-- LISTED RECORDS follows --

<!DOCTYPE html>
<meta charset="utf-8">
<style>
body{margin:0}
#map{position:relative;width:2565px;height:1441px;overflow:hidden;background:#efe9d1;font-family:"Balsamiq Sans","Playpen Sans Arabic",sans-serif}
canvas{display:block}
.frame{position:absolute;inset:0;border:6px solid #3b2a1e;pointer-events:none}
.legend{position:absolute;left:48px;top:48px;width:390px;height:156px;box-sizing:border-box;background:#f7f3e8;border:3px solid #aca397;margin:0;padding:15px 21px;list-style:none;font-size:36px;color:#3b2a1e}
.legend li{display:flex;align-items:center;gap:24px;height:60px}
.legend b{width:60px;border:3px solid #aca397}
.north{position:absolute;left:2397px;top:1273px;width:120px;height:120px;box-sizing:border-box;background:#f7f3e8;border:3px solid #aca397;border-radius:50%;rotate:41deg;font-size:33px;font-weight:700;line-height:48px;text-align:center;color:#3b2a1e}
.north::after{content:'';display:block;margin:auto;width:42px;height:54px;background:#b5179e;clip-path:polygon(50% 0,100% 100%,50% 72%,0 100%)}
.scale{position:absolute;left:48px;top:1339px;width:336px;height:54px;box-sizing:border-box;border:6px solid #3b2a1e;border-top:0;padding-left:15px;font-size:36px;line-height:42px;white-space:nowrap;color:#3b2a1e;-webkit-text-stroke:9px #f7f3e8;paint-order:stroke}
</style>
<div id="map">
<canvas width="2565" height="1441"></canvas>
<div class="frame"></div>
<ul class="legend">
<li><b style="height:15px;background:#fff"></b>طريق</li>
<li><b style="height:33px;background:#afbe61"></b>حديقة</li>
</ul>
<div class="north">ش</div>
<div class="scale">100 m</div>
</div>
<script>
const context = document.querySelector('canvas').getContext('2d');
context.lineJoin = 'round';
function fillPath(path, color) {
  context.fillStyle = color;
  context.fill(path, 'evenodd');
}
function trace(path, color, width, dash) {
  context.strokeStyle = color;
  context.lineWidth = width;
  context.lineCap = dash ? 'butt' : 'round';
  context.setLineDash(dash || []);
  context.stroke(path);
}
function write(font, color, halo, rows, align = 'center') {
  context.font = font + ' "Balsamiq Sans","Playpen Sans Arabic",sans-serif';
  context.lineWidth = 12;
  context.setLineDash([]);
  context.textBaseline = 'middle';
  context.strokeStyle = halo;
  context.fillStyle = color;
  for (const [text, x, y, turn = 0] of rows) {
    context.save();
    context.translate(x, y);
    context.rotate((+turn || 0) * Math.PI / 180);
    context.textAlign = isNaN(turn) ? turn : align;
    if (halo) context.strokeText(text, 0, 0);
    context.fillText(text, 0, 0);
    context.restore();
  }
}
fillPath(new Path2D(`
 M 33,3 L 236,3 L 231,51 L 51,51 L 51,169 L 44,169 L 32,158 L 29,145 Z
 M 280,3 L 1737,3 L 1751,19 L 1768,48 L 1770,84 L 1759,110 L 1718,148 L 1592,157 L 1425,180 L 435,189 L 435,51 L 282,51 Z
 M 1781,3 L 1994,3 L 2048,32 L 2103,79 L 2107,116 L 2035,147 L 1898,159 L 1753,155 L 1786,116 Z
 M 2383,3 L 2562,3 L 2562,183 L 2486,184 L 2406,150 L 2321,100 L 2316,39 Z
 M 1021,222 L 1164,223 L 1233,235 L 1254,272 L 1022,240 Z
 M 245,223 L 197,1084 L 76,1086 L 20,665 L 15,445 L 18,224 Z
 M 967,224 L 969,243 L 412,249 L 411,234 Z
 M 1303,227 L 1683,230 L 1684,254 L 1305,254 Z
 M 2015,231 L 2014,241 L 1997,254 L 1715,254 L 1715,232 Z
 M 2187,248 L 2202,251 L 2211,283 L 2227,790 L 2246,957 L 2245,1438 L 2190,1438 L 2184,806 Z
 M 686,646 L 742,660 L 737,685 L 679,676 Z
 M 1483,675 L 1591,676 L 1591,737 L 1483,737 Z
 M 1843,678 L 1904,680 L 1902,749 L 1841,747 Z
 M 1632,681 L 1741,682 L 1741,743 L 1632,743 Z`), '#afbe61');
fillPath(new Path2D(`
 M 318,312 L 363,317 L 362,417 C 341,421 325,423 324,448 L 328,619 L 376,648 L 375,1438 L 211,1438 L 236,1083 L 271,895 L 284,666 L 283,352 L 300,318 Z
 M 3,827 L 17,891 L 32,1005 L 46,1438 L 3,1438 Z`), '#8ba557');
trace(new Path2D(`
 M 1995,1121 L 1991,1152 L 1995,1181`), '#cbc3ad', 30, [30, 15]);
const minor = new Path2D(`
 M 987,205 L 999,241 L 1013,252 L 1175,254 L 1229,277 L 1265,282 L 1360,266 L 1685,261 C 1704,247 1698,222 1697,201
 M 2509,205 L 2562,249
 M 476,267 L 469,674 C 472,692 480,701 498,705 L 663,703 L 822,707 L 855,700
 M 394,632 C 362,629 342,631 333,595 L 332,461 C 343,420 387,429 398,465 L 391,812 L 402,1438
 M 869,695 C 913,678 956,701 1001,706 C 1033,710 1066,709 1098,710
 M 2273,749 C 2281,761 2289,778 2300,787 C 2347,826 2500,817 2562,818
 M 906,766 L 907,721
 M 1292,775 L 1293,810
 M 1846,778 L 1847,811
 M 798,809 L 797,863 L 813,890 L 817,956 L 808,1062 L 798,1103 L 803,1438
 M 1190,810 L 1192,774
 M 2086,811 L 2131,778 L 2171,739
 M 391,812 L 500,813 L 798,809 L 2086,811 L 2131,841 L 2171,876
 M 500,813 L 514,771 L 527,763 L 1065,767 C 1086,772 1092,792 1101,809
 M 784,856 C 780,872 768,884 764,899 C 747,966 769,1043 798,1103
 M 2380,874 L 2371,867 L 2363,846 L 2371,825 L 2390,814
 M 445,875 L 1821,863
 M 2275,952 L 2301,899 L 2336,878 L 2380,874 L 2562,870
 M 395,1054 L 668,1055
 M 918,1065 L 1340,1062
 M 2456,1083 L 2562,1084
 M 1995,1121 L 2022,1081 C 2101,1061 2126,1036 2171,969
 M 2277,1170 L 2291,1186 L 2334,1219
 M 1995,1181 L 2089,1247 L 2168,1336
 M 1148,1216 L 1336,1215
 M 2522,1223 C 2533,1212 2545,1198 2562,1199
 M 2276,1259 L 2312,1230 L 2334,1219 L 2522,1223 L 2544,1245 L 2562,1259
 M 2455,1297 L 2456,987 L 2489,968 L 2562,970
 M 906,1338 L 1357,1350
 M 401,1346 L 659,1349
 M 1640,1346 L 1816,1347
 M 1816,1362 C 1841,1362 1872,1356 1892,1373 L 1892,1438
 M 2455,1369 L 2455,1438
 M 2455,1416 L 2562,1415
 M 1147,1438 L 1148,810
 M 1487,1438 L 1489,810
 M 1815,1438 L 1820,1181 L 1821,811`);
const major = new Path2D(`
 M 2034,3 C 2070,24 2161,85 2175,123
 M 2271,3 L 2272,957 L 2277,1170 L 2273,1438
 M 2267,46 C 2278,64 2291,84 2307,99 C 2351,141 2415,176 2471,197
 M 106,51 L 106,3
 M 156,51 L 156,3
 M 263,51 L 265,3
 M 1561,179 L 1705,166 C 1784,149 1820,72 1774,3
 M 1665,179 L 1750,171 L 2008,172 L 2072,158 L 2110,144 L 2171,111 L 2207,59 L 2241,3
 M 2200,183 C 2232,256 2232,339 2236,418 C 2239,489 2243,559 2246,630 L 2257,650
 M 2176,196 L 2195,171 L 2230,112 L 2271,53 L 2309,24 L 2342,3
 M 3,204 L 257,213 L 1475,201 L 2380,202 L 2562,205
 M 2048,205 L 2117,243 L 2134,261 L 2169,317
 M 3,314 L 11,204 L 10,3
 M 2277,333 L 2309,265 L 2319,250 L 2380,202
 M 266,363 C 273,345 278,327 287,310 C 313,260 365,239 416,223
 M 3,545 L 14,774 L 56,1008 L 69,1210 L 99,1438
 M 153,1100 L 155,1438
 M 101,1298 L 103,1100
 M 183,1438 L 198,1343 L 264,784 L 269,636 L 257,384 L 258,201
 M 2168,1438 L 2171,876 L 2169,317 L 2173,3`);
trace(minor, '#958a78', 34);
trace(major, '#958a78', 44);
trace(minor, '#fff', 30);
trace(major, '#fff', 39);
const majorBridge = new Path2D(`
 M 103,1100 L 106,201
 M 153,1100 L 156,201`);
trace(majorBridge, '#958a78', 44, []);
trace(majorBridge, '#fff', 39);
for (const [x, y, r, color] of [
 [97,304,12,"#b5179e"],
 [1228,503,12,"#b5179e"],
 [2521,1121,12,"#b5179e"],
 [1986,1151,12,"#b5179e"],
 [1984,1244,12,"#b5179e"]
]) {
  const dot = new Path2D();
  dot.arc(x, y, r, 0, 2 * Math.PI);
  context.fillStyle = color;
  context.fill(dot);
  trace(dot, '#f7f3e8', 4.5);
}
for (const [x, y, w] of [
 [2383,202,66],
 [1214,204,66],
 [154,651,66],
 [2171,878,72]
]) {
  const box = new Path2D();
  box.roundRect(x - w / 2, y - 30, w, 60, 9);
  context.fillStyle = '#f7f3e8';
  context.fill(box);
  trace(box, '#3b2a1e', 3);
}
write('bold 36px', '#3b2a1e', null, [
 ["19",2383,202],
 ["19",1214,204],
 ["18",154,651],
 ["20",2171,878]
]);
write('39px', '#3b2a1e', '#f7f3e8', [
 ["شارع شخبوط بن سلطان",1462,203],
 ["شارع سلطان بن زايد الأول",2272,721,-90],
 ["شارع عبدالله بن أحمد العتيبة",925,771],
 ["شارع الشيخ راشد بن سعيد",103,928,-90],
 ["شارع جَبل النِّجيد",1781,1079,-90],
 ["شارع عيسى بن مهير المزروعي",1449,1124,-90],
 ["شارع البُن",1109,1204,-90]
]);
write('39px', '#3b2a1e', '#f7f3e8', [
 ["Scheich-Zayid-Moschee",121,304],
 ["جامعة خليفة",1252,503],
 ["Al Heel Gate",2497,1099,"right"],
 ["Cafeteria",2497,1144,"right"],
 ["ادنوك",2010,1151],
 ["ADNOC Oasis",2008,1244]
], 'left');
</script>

-- LISTED RECORDS concluded --

*ACTION ITEM:* From the material above, return every line that contains "halo".

*PROBLEM SOLUTION:*
function write(font, color, halo, rows, align = 'center') {
  context.strokeStyle = halo;
    if (halo) context.strokeText(text, 0, 0);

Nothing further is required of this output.